Please set down, unchanged, the line containing "4h4l2 5-3 2q2" and all the lines that follow it until the data below ends.

» SUPPLIED DATA:
######

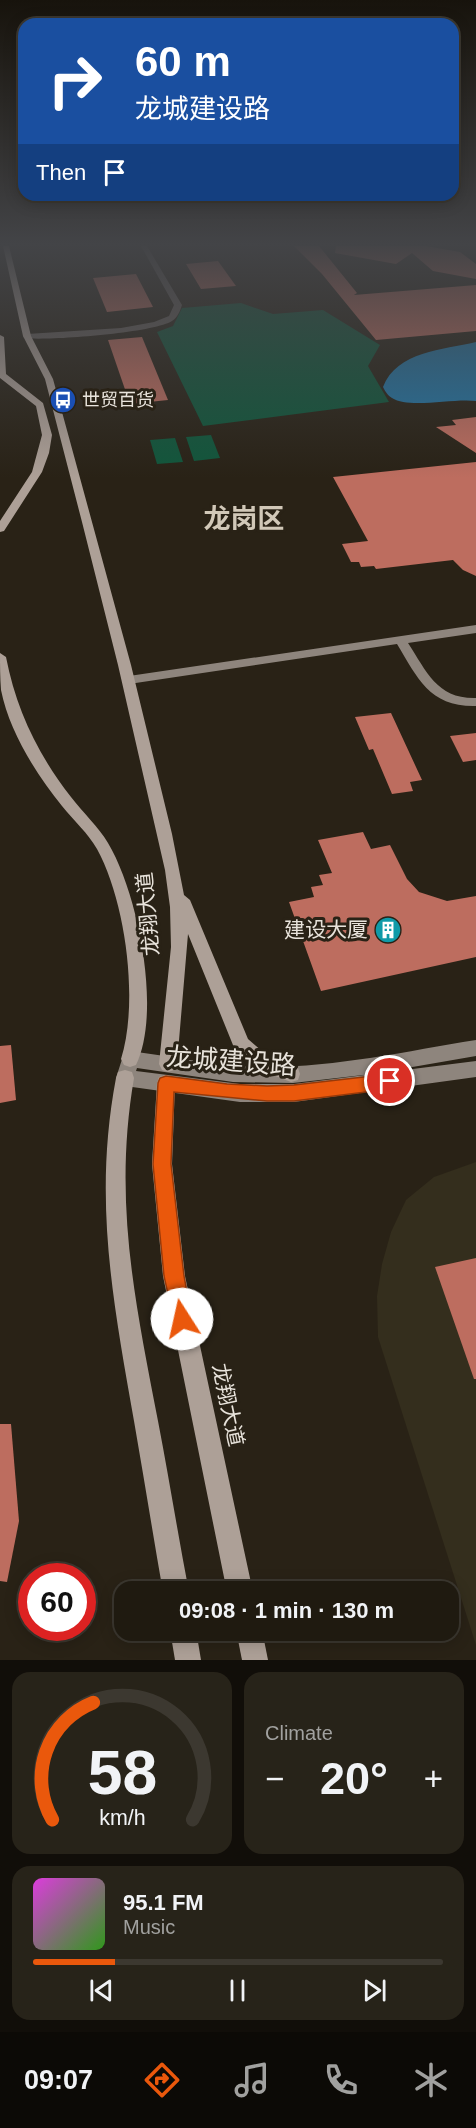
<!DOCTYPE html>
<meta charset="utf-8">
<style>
:root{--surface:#1f1a10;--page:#272319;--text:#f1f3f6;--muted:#a1a19f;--line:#3c3830;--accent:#ea580c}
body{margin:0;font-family:Helvetica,"Noto Sans SC",sans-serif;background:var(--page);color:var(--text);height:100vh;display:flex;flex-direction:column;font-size:22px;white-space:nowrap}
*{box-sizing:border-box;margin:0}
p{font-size:20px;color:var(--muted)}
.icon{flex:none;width:33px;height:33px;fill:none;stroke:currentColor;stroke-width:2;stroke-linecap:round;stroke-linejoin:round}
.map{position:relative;height:1660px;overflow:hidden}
.sheet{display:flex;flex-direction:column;gap:12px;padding:12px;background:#110e09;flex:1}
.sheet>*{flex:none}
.guide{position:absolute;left:18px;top:18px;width:441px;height:183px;border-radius:18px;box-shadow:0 3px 15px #0003,0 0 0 2px var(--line);background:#1a4fa0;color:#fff;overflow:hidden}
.speed{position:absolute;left:18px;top:1563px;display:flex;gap:12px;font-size:30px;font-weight:700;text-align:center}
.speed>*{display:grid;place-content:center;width:78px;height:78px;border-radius:50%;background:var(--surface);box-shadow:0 3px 15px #0003,0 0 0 2px var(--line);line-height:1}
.speed .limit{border:9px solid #d22;background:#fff;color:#111}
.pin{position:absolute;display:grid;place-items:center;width:51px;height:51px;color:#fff;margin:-26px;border:3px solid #fff;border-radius:50%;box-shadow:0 2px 6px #0007}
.me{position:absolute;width:66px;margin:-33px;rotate:350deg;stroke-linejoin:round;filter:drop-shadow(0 0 4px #0008)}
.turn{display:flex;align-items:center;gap:21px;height:126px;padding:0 18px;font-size:27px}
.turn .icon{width:78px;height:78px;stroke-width:2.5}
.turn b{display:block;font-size:42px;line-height:51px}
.then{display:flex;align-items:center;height:57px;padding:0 18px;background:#0003;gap:12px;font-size:22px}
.big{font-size:45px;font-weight:600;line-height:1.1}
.sheet .tile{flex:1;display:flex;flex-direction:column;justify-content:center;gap:9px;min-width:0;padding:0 21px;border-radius:18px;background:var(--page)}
.sheet .dial{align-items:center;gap:0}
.dial svg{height:156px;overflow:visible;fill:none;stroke:var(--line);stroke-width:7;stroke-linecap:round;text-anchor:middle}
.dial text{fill:var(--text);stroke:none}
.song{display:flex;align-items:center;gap:18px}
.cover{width:72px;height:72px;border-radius:9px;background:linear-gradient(135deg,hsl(300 70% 55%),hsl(110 70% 35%))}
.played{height:6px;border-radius:3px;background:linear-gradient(90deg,var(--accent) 20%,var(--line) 20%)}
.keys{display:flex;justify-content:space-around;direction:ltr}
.heat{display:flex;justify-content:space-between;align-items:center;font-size:33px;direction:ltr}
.sheet .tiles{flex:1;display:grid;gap:12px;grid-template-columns:1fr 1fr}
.tile:last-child{grid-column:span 2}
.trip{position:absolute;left:114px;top:1581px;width:345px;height:60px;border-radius:18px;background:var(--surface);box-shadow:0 3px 15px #0003,0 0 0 2px var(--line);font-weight:600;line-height:60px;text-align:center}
.dock{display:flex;height:96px;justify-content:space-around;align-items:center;background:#0c0a06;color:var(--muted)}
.dock .icon{width:42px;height:42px}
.dock .on{color:var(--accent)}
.dock b{font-size:27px;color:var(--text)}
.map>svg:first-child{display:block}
.commercial{fill:#342e1d}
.green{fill:#11563b}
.water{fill:#2575a3}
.building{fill:#bd6d5f}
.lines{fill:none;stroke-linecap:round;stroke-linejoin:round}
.street{fill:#68615d;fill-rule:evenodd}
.secondary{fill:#8e857d;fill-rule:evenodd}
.primary{fill:#ada097;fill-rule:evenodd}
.route{fill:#ea580c;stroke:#983908;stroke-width:1.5}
.labels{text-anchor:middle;stroke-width:6;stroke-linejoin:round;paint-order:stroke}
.far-poi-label{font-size:18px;fill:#e8e3db;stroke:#292216;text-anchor:start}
.street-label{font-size:21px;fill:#e8e3db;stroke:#292216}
.poi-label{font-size:21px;fill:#e8e3db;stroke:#292216;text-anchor:end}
.near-street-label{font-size:26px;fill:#e8e3db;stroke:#292216}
.far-town-label{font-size:27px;font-weight:bold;fill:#d1c8b8;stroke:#292216}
</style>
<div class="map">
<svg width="476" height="1660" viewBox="0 0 476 1660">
<rect width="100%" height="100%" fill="#292216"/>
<path class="commercial" d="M476 1162V1645L378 1337 377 1296 382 1264 391 1232 406 1200 434 1177Z"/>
<g class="green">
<path d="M241 303 273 314 323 310 380 345 368 366 389 402 203 426 157 332 173 326 182 308Z"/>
<path d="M211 435 220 458 194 461 186 437Z"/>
<path d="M175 438 183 462 157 464 150 440Z"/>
</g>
<path class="water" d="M476 342V401C453 398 409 409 392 398 388 396 385 391 383 387 397 351 443 350 476 342Z"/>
<g class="building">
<path d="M294 246H319L357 293 354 295 476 285V331L376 340 322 274Z"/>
<path d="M336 246H426L460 252 476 264V279L433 271 412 253 396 264 335 253Z"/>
<path d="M218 261 236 286 201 289 186 264Z"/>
<path d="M136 274 153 307 107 312 93 278Z"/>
<path d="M142 337 168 400 130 404 108 340Z"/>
<path d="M476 417V453L436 427 456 425 452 420Z"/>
<path d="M476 462V576L463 570 453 560 376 569 374 566 361 567 359 562H351L342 544 368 541 333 477Z"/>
<path d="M391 713 422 780 410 782 413 791 392 794 373 749 369 750 355 717Z"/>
<path d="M476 733V760L463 762 450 736Z"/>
<path d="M363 832 371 849 390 845 407 879 419 892 447 901 476 896V957L321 991 289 902 314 897 311 887 323 885 319 875 332 873 318 840Z"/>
<path d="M11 1045 16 1100 0 1103V1046Z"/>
<path d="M476 1258V1379H474L435 1267Z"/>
<path d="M0 1424H11L19 1521 7 1582 0 1581Z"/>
</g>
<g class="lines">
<path class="street" d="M141 246H147L182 305C180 311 178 317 172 321 153 333 48 341 24 338L23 336 27 334 121 328 154 322 169 316 174 305Z"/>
<g class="secondary">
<path d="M476 625V633L408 643C427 672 437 699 476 698V706C430 707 418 679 397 644L129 684 123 680 129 676Z"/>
<path d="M476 1040V1056L372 1074 293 1083 233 1082 137 1068 136 1071 240 1084H294L476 1061V1077L294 1102H240L125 1086 118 1084 116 1078 124 1053 130 1051C175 1057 221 1067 267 1067 337 1067 407 1051 476 1040Z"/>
</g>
<g class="primary">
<path d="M3 246H9L31 336 53 379 131 665 172 834 184 895 190 900 248 1039 270 1058 298 1068 300 1074 298 1080 291 1082 257 1069 235 1050 188 934 177 1064 174 1070 168 1072 162 1070 159 1064 171 947 170 907 165 870 118 665 82 522 45 379 23 336Z"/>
<path d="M0 335 4 337 6 374 43 403 52 435 49 453 42 472 4 531 0 532V521L32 472 42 435 36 406 0 378Z"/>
<path d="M0 653 6 657C16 709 38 755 71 797 83 813 98 826 108 843 138 893 162 1011 136 1065L130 1067 124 1065 121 1059C139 1002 126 902 97 849 88 833 74 821 62 806 36 774 9 731 1 690 0 678 0 665 0 653Z"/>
<path d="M125 1070 132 1072 134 1078C113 1201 135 1301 158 1421 169 1478 178 1535 189 1592H163C153 1535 144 1478 134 1421 113 1301 93 1200 116 1078L118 1072Z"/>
<path d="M166 1075 173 1077 175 1083 172 1164 185 1276 253 1592H227L163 1276 152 1164 157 1083 159 1077Z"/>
<path d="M170 1630H196L201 1660H175Z"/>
<path d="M236 1630H262L268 1660H242Z"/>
</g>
</g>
<linearGradient id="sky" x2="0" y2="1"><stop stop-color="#17130c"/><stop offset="0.51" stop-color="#434447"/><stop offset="1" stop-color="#434447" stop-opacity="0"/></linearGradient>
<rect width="476" height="478" fill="url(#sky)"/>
<path class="route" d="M390 1074 396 1076 398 1081 396 1087 390 1089 294 1101H267L174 1092 171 1164 184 1276 192 1319 189 1326 182 1329 175 1326 164 1276 153 1164 158 1083 160 1078 166 1076 227 1084 267 1086 294 1085Z"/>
<defs>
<symbol id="bus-disc" viewBox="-11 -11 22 22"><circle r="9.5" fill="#1a4fb4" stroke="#292216"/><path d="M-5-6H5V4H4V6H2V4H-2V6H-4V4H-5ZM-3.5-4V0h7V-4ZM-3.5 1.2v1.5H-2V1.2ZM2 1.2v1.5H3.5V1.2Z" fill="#fff"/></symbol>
<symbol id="building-disc" viewBox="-11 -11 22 22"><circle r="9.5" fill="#0f9aa8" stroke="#292216"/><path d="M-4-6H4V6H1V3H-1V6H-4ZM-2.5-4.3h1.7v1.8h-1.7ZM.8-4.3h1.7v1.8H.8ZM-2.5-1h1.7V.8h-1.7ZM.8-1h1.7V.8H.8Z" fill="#fff"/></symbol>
</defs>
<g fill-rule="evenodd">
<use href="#bus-disc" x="48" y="385" width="30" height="30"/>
<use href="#building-disc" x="373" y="915" width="30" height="30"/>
</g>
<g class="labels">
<g class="far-poi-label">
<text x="82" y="406">世贸百货</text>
</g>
<g class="street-label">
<text transform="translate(148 914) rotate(-95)" y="7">龙翔大道</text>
<text transform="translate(228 1405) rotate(78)" y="7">龙翔大道</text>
</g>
<g class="poi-label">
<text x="368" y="937">建设大厦</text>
</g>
<g class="near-street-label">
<text transform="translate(231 1061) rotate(4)" y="9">龙城建设路</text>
</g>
<g class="far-town-label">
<text x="244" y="528">龙岗区</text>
</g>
</g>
</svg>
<div class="speed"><div class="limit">60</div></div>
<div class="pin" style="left:390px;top:1081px;background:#d93025"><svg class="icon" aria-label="arrive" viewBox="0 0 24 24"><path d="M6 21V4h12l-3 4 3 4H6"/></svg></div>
<svg class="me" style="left:182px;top:1319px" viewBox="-20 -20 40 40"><circle r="19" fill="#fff"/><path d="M0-13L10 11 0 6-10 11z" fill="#ea580c"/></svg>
<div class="trip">09:08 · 1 min · 130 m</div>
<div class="guide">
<div class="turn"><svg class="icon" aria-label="right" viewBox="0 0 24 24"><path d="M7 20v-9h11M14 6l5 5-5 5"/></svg><div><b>60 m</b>龙城建设路</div></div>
<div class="then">Then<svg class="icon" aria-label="arrive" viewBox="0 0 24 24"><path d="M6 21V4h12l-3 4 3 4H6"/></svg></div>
</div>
</div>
<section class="sheet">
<div class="tiles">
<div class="tile dial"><svg viewBox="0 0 100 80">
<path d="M14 69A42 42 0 1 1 86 69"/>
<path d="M14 69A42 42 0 0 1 35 9" stroke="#ea580c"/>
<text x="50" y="56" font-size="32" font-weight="700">58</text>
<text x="50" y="72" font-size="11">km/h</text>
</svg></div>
<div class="tile"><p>Climate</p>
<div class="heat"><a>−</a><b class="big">20°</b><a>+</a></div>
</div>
<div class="tile">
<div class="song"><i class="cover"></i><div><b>95.1 FM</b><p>Music</p></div></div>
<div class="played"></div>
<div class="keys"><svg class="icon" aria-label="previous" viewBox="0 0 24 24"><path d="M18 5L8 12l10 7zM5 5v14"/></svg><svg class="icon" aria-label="pause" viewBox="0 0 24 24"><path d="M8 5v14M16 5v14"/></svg><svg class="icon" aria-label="next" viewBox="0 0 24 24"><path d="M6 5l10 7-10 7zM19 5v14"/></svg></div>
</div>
</div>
</section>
<nav class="dock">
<b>09:07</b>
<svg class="icon on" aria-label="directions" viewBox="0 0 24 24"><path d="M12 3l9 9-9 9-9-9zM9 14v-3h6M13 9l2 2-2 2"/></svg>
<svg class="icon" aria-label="music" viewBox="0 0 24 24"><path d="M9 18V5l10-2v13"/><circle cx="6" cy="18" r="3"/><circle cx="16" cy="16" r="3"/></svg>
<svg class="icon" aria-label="phone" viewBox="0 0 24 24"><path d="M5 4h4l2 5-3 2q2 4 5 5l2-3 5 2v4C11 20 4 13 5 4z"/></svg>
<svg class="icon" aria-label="climate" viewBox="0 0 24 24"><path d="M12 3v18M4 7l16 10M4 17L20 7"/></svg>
</nav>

######

» RESULT FOR THIS EXERCISE:
<svg class="icon" aria-label="phone" viewBox="0 0 24 24"><path d="M5 4h4l2 5-3 2q2 4 5 5l2-3 5 2v4C11 20 4 13 5 4z"/></svg>
<svg class="icon" aria-label="climate" viewBox="0 0 24 24"><path d="M12 3v18M4 7l16 10M4 17L20 7"/></svg>
</nav>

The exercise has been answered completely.